Pricing: - Basic cluster: ~$150/month (1 CKU - Confluent Kafka Unit) - Standard cluster: ~$300/month (improved SLA, multi-AZ) - Dedicated cluster: $500+/month (isolated resources, private networking) - Additional costs: Data transfer ($0.08/GB), storage ($0.08/GB/month)

Monthly estimate: ~$150-200 for small workload (1 GB/day ingress, 30-day retention)

Pros: - Zero infrastructure management - Automatic scaling - 99.95% SLA (Standard tier) - Global replication built-in - Enterprise security (SOC 2, GDPR)

Cons: - Higher cost than self-hosted - Less control over infrastructure

Best for: Teams that want to focus on data, not Kafka operations

Option 2: AWS MSK (Managed Streaming for Kafka)

What you get: Managed Kafka cluster on AWS

Pricing: - Serverless: Pay per GB ingested (~$0.08/GB) + storage - Provisioned: 3-broker cluster ~$250/month (kafka.m5.large)
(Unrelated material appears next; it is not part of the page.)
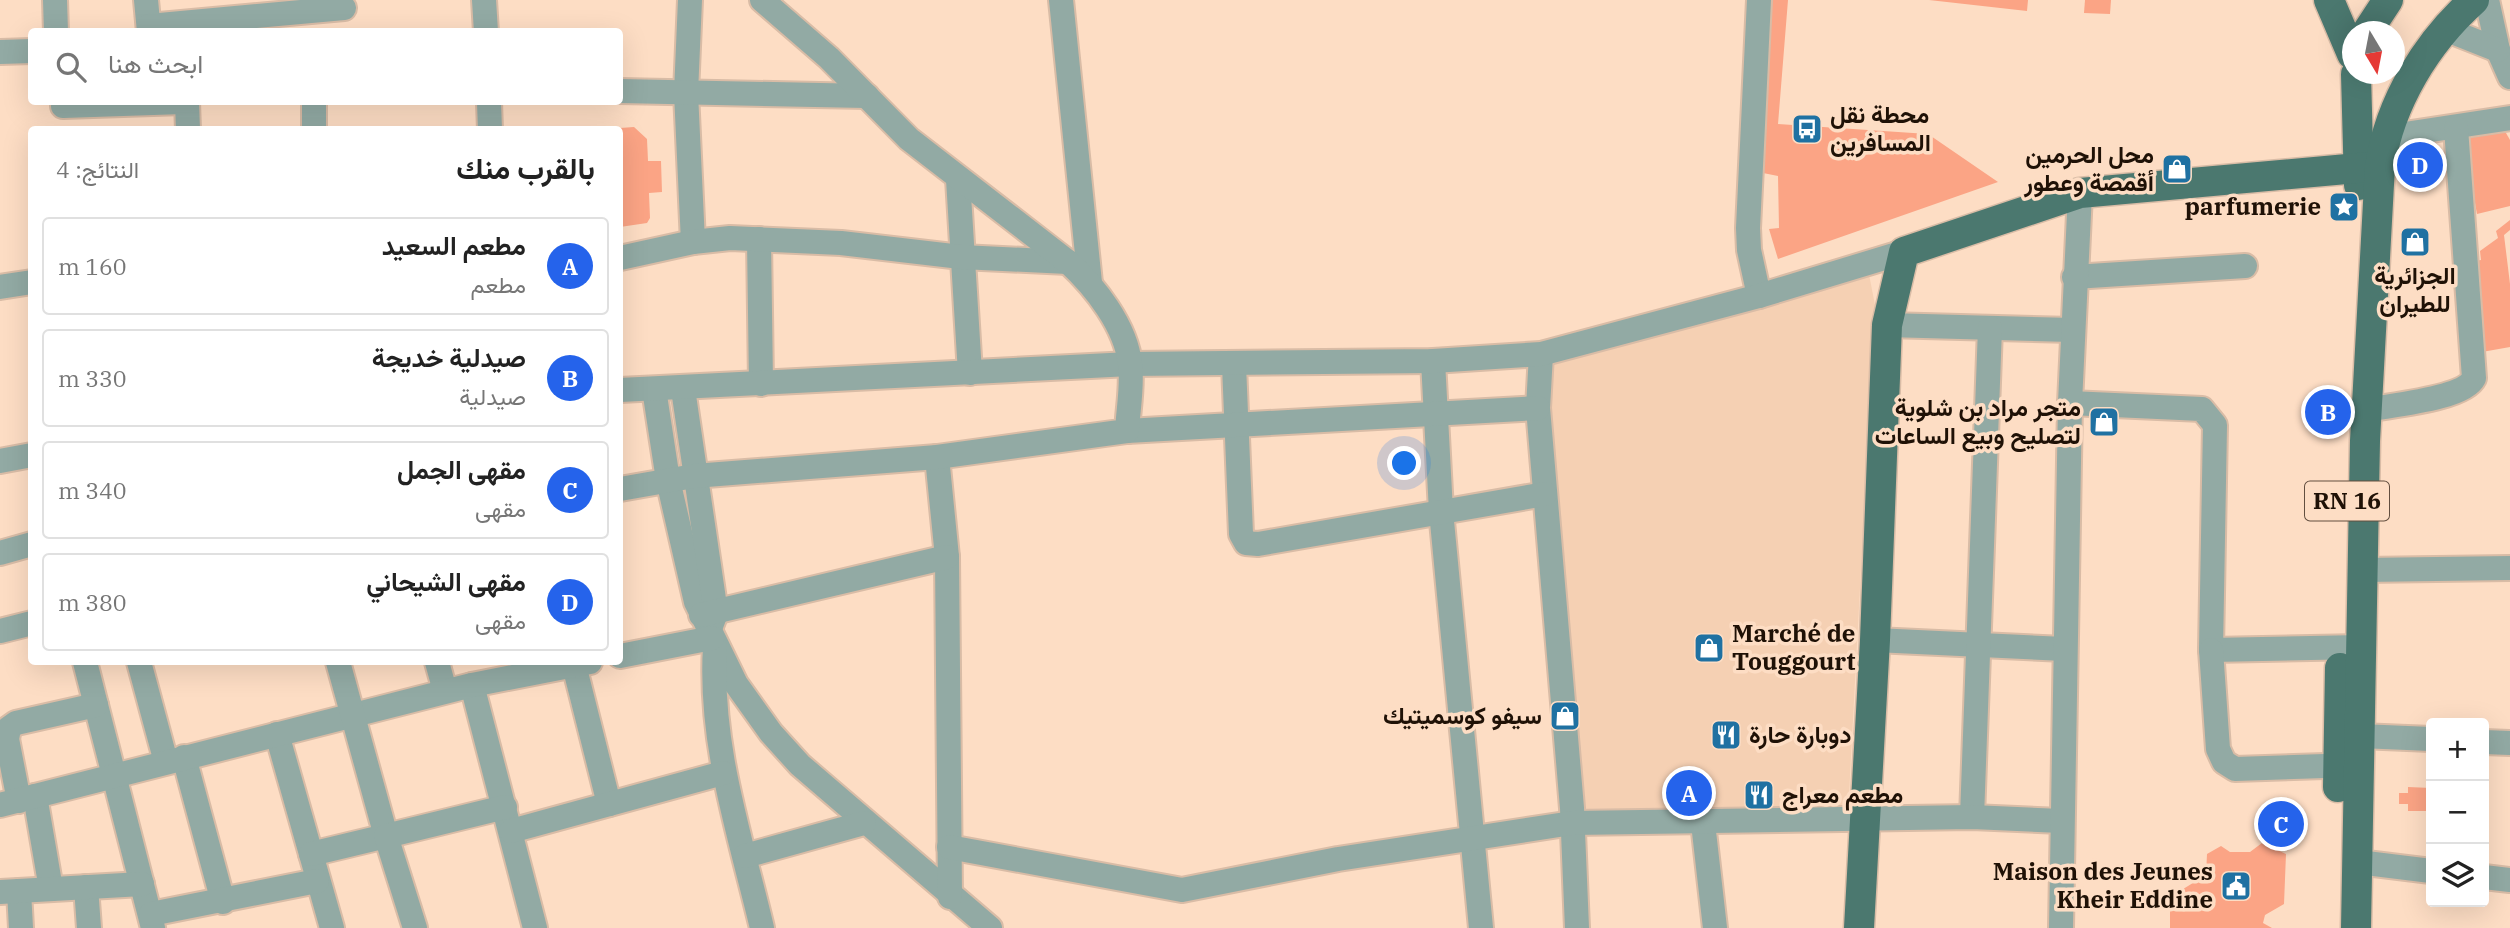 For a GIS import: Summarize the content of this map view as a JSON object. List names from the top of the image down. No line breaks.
{"streets":{"main road":["RN 16"]},"places":{"bus stop":["محطة نقل المسافرين"],"shop":["محل الحرمين أقمصة وعطور","الجزائرية للطيران","متجر مراد بن شلوية لتصليح وبيع الساعات","Marché de Touggourt","سيفو كوسميتيك"],"place":["parfumerie"],"restaurant":["دوبارة حارة","مطعم معراج"],"public building":["Maison des Jeunes Kheir Eddine"]},"north":"bottom","page":{"search":"ابحث هنا","heading":["بالقرب منك","النتائج: 4"],"pins":["D","B","A","C"],"list":[{"mark":"A","name":"مطعم السعيد","note":"مطعم","value":"160 m"},{"mark":"B","name":"صيدلية خديجة","note":"صيدلية","value":"330 m"},{"mark":"C","name":"مقهى الجمل","note":"مقهى","value":"340 m"},{"mark":"D","name":"مقهى الشيحاني","note":"مقهى","value":"380 m"}],"map_buttons":["+","−"]}}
Monthly estimate: ~$250-300 for provisioned cluster

Pros: - Integrated with AWS (VPC, IAM, CloudWatch) - Lower cost than Confluent Cloud for large workloads - More control than fully managed

Cons: - You manage Kafka configuration, monitoring, upgrades - No Schema Registry (need Confluent Schema Registry or AWS Glue) - More operational burden

Best for: AWS-centric teams comfortable with Kafka operations

Option 3: Redpanda Self-Hosted (Budget)

What you get: Kafka-compatible platform (simpler, faster)

Infrastructure: - 3-node Redpanda cluster on ECS Fargate - No Zookeeper required (simpler than Kafka) - Built-in Schema Registry

Monthly cost: ~$100 (3 × ECS tasks, ALB, storage)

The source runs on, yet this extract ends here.